With a long history of supporting local people in need, Lea Road Community Church’s latest venture comes as no surprise.
A lottery grant of more than £200,000 has enabled the church to establish Together In Penn Fields, a project designed to develop its existing work and meet the needs of new and emerging communities in the Penn Fields area of Wolverhampton.
Set up in December 2021, the project runs an array of activities: youth clubs for children and young people; parenting and toddler groups in partnership with the Wolves Foundation Charity; adult education classes including basic skills training and interview techniques in partnership with Wolverhampton Adult Education; and groups for refugees and migrants.
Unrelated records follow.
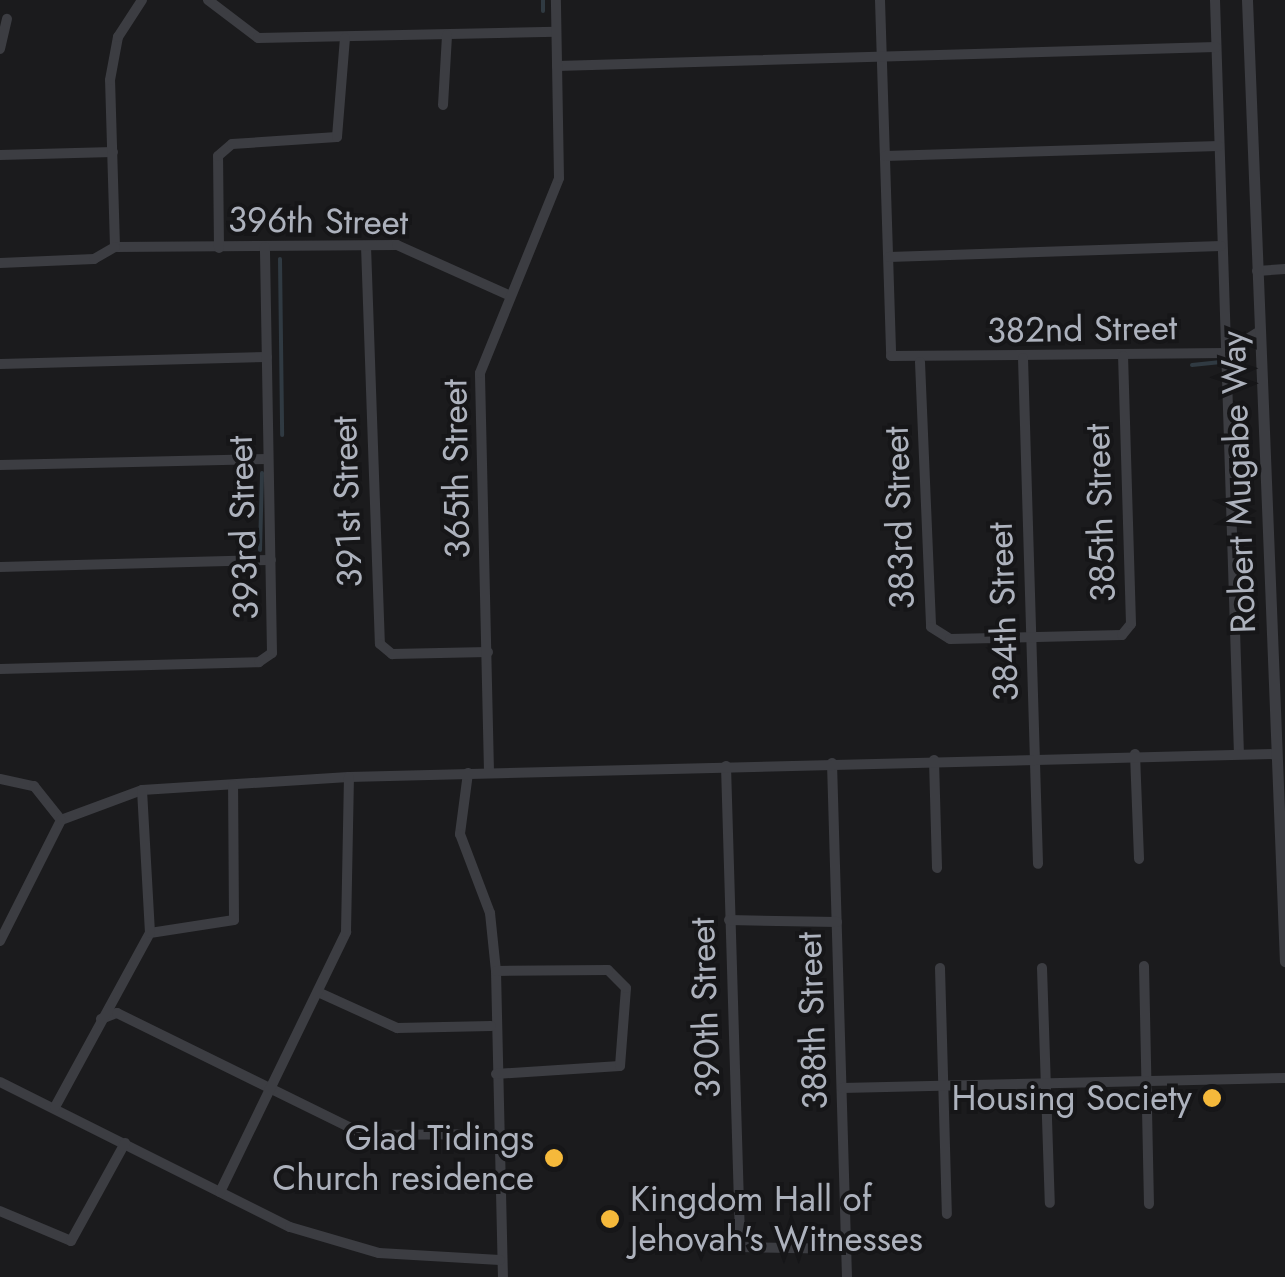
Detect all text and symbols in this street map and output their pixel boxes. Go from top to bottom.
street label: 396th Street [228,198,408,244]
street label: 382nd Street [986,306,1178,352]
street label: Robert Mugabe Way [1212,330,1264,634]
street label: 365th Street [433,379,479,559]
street label: 391st Street [323,416,371,588]
street label: 385th Street [1076,423,1124,603]
street label: 383rd Street [875,426,923,610]
street label: 393rd Street [219,435,267,621]
street label: 384th Street [979,522,1027,702]
street label: 390th Street [681,917,729,1099]
street label: 388th Street [788,931,836,1111]
place label: Housing Society [952,1077,1192,1119]
marker: Housing Society [1201,1087,1223,1109]
place label: Glad Tidings Church residence [272,1117,534,1199]
marker: Glad Tidings Church residence [543,1147,565,1169]
place label: Kingdom Hall of Jehovah's Witnesses [630,1178,923,1260]
marker: Kingdom Hall of Jehovah's Witnesses [599,1208,621,1230]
Daniel Holmes, Project Coordinator, explains why, despite all that the church already does – its food project gained a Community Project Award last year – this project was set up.
“Lea Road serves a diverse community and people were struggling post Covid. We’ve got different rates of crime and young people need a safe space. Refugees, migrants and parents all needed somewhere.
“Lea Road has always been known for being a community church so we do what we can to help people and bring people together.”
The church does have a long history of meeting community needs. During the Great Depression of the 1930s, the then minister offered the unemployed a warm place to meet and find support; Mencap and Age concern launched support groups there in the 1960s; when others in the city were excluding young people from the Windrush generation, the church hosted a large youth club for them; it has and still works with refugees, and for nearly 11 years has run drop-ins for the city’s Roma communities.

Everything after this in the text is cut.